2. Over-fetching data
Don’t retrieve all product data when you only need IDs and basic information for a listing page.
3. Unbounded searches
Always set reasonable limits on:
- Number of results returned
- Aggregation bucket sizes
- Query timeout values
4. Ignoring search relevance
Poor search relevance leads to users applying many filters or paginating deeply. Invest time in improving search quality and ranking.
Best practices summary
- Never use global aggregations in user-facing search requests.

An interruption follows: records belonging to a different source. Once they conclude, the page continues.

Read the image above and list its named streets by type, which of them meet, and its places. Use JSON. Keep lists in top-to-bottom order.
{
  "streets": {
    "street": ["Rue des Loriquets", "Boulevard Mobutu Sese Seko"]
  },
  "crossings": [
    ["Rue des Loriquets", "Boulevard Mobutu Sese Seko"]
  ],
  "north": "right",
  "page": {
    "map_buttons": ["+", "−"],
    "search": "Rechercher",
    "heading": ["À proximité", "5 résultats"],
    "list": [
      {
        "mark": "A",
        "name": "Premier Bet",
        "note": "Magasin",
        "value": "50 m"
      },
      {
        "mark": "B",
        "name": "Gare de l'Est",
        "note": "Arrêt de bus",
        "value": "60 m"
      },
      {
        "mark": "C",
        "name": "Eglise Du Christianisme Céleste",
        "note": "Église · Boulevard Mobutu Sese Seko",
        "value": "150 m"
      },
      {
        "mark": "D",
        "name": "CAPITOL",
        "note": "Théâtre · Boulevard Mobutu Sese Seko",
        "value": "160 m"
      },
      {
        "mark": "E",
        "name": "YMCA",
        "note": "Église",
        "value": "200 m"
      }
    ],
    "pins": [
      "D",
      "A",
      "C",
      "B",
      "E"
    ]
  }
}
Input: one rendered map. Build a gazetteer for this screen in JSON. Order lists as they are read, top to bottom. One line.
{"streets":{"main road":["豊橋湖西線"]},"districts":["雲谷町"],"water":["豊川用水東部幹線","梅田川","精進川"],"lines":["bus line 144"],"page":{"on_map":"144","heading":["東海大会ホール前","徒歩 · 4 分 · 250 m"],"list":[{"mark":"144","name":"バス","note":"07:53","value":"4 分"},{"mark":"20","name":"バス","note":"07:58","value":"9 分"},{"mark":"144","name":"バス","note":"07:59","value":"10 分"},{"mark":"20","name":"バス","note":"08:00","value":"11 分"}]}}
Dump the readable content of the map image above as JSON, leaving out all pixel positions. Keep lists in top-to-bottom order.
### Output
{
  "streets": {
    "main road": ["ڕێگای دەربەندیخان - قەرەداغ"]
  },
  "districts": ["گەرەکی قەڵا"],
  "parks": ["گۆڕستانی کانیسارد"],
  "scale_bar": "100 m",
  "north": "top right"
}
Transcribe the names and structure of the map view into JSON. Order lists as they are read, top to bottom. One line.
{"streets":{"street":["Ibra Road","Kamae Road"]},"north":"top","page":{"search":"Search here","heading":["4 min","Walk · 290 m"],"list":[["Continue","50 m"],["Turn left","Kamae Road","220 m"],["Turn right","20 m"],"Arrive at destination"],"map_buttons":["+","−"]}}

- Limit pagination to a reasonable number of pages (typically 20-50 pages maximum).
- Use filters over queries for exact-match criteria.
- Cache aggressively: Cache common queries, aggregations, and filter results.
- Monitor and optimize: Use APM tools to identify slow queries and optimize them.
- Design for search, not catalog browsing: Help users find products quickly through better search relevance and faceted navigation.
- Set query timeouts: Prevent runaway queries from consuming resources.
- Use appropriate field types and analyzers in your index mappings.
- Limit returned fields to only what’s needed for the current view.
- Regular index maintenance: Monitor index health and optimize when necessary.